◆ **EXERCISE REQUIREMENTS**: When a line in the entries contains the word "buttons", copy that line in full.

◆ **PROVIDED DATA**:
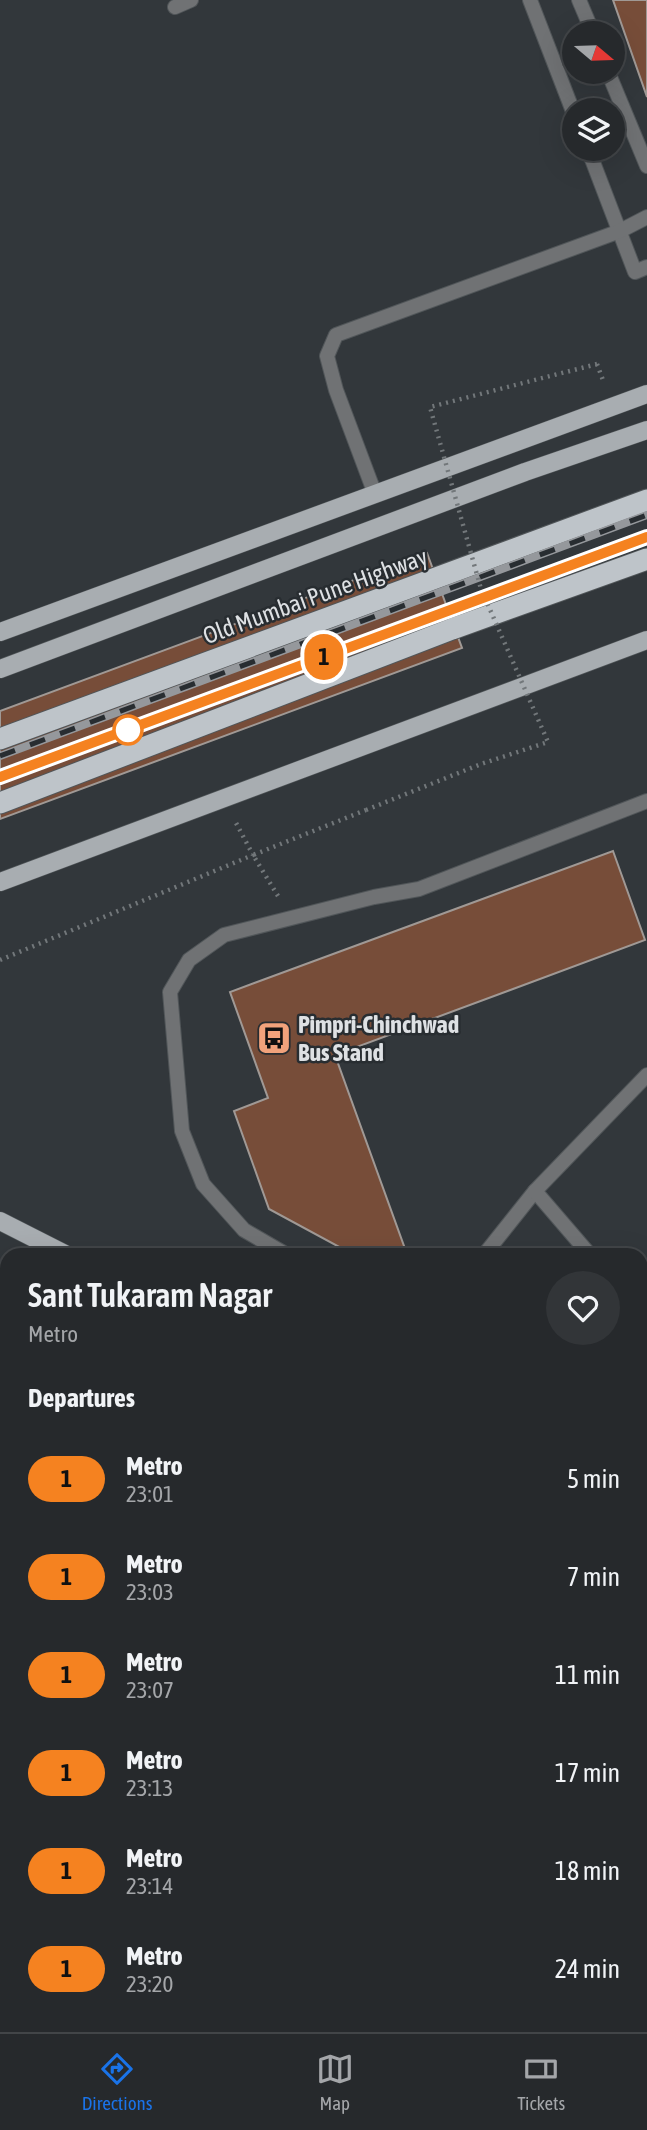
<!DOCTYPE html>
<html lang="en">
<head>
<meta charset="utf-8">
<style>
	:root { --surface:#26292c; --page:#323538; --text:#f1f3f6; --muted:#a4a6a9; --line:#424548; --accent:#1a73e8 }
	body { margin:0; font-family:"Asap Condensed",sans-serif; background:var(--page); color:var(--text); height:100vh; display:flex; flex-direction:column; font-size:26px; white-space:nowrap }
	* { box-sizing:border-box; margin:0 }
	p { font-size:23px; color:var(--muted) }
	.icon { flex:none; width:38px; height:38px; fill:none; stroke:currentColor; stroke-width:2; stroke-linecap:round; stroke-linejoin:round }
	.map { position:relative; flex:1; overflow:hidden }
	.drawer { position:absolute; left:0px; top:1248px; width:648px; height:786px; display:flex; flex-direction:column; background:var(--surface); border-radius:21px 21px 0 0; box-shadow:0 7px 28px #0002,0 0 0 2px var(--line) }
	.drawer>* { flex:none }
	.badge { padding:0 14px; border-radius:23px; font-size:24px; line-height:46px }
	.needle { width:46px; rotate:109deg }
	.buttons { position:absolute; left:562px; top:21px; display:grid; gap:14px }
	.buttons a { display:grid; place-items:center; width:63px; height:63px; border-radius:50%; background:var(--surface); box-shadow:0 7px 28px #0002,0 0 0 2px var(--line); font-size:35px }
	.map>.badge { position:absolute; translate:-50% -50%; box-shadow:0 0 0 4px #fff }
	h2 { padding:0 28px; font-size:26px; line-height:63px }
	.round { display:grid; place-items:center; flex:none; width:74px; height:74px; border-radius:37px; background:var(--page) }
	.head { display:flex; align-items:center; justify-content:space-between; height:119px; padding:0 28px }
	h1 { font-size:33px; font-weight:600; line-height:52px }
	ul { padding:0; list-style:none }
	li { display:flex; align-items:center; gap:21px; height:98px; padding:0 28px }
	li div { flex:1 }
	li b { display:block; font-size:26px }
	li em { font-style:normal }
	li .badge { min-width:77px; font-weight:700; text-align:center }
	.tab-bar { display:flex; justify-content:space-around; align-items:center; height:98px; border-top:2px solid var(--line); background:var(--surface); font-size:19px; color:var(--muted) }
	.tab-bar a { display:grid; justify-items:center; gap:4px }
	.tab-bar .active { color:var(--accent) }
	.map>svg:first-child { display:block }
</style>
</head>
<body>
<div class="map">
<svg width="647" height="2032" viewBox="0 0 647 2032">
	<rect width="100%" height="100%" fill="#32373b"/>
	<g fill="#774d39" stroke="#a09995" stroke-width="2">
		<polygon points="613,0 647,0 647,97"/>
		<polygon points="427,553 462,648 0,819 0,711"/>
		<polygon points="613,851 645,940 335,1055 404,1246 399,1255 354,1255 269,1209 234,1111 268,1098 230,992"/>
		<polygon points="0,1390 7,1393 7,1543 0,1540"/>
		<polygon points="0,1661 7,1665 7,1679 0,1693"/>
		<polygon points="7,1774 7,1871 0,1867 0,1788"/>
		<polygon points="0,1994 7,1998 7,2026 51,2026 49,2032 0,2032"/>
		<polygon points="96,2026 160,2026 171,2032 93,2032"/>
	</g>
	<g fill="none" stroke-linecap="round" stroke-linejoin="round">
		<g stroke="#515659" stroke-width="16">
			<g id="lane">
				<polyline points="530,0 574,114"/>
				<polyline points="579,0 593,33"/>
				<polyline points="175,7 191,0"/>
				<polyline points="608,72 647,166"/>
				<polyline points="588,149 635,272 647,267"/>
				<polyline points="375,494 336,390 327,356 336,335 620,231 647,217"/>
				<polyline points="287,1255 244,1230 203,1184 182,1131 170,992 189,960 224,935 374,897 419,889 647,801"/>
				<polyline points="484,1255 535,1191"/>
				<polyline points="590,1255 535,1191 647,1075"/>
				<polyline points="640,1317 647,1328"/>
				<polyline points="640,1483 647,1470"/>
			</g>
		</g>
		<g stroke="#515659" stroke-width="16">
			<g id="street">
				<polyline points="0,1642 7,1646"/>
				<polyline points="0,1722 7,1709"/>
				<polyline points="262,2026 274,2032"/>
				<polyline points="79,2032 82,2026"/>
			</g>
		</g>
		<g stroke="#515659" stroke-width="16">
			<g id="secondary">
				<polyline points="0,1284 7,1288"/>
				<polyline points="640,1558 647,1562"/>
				<polyline points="640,1613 647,1616"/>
			</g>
		</g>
		<g stroke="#515659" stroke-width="19">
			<g id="primary">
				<polyline points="0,632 647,394"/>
				<polyline points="0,669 525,472 647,430"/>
				<polyline points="0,882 647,640"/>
				<polyline points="0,1221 67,1255"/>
				<polyline points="0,1329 7,1333"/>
			</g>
		</g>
		<g stroke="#515659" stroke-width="23">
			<g id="highway">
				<polyline points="0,739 647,500"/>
				<polyline points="0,803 452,629 647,559"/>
			</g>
		</g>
		<g stroke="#72777a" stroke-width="4.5" stroke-dasharray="2 5" stroke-linecap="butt">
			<polyline points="597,364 604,383"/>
			<polyline points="278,896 253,855 366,810"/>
			<polyline points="0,960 253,855 235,821"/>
		</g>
		<use href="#lane" stroke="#707274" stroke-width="14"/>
		<use href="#street" stroke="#707274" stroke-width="14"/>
		<use href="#secondary" stroke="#8f9397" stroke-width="14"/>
		<use href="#primary" stroke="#a8adb1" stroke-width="18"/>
		<use href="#highway" stroke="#bec4c9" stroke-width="21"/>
		<g stroke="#95989c" stroke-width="8">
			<g id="rail">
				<polyline points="0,756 647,515"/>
				<polyline points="0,777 647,537"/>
			</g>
		</g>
		<use href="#rail" stroke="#282d31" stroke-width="5" stroke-dasharray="16" stroke-linecap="butt"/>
		<polyline stroke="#72777a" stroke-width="4.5" stroke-dasharray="2 5" stroke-linecap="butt" points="366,810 481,764 548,742 481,589 430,407 597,364"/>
	</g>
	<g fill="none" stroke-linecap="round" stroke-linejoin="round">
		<g stroke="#fff" stroke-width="16">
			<polyline id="line" points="0,777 647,537"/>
		</g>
		<use href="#line" stroke="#f58220" stroke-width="10"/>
	</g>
	<defs>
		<g id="bus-square" transform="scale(1.75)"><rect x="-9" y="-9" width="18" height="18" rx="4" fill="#f1a27b" stroke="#282d31"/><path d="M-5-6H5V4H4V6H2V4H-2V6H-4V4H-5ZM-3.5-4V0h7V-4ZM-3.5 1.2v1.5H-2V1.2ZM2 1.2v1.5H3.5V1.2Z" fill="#111"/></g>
	</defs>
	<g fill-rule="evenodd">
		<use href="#bus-square" x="274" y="1038"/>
	</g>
	<circle fill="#fff" stroke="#f58220" stroke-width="3.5" cx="128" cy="730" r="14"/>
	<g text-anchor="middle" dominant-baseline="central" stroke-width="5" stroke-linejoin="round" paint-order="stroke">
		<g font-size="24" fill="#dee1e4" stroke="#282d31">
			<text transform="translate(315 596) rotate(-20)">Old Mumbai Pune Highway</text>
		</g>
		<g font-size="24" font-weight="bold" fill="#dee1e4" stroke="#282d31" text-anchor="start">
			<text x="298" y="1024">Pimpri-Chinchwad<tspan x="298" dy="28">Bus Stand</tspan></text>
		</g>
	</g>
</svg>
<div class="buttons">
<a><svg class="needle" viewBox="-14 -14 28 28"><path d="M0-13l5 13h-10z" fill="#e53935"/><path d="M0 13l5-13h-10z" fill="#a4a6a9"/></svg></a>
<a><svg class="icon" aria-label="layers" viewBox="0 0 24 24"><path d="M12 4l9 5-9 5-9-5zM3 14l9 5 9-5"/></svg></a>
</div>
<b class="badge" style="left:324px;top:657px;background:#f58220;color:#111">1</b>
<section class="drawer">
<div class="head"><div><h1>Sant Tukaram Nagar</h1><p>Metro</p></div><a class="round"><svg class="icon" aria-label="heart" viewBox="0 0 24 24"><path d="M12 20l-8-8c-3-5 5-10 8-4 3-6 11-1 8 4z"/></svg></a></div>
<h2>Departures</h2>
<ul>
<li><span class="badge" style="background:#f58220;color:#111">1</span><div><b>Metro</b><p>23:01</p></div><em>5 min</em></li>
<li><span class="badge" style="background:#f58220;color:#111">1</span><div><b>Metro</b><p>23:03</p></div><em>7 min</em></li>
<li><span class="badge" style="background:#f58220;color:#111">1</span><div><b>Metro</b><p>23:07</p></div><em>11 min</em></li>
<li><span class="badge" style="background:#f58220;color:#111">1</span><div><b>Metro</b><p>23:13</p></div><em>17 min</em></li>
<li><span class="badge" style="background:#f58220;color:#111">1</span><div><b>Metro</b><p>23:14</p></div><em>18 min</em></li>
<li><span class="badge" style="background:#f58220;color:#111">1</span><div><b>Metro</b><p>23:20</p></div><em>24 min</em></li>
</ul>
</section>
</div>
<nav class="tab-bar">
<a class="active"><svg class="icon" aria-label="directions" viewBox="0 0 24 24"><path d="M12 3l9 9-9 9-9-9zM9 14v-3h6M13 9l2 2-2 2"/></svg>Directions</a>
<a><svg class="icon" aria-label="map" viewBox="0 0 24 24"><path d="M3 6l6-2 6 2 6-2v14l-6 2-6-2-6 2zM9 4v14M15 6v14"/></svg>Map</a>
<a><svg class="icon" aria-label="tickets" viewBox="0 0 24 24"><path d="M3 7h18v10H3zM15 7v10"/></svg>Tickets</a>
</nav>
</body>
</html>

◆ **RESPONSE TO THIS EXERCISE**:
	.buttons { position:absolute; left:562px; top:21px; display:grid; gap:14px }
	.buttons a { display:grid; place-items:center; width:63px; height:63px; border-radius:50%; background:var(--surface); box-shadow:0 7px 28px #0002,0 0 0 2px var(--line); font-size:35px }
<div class="buttons">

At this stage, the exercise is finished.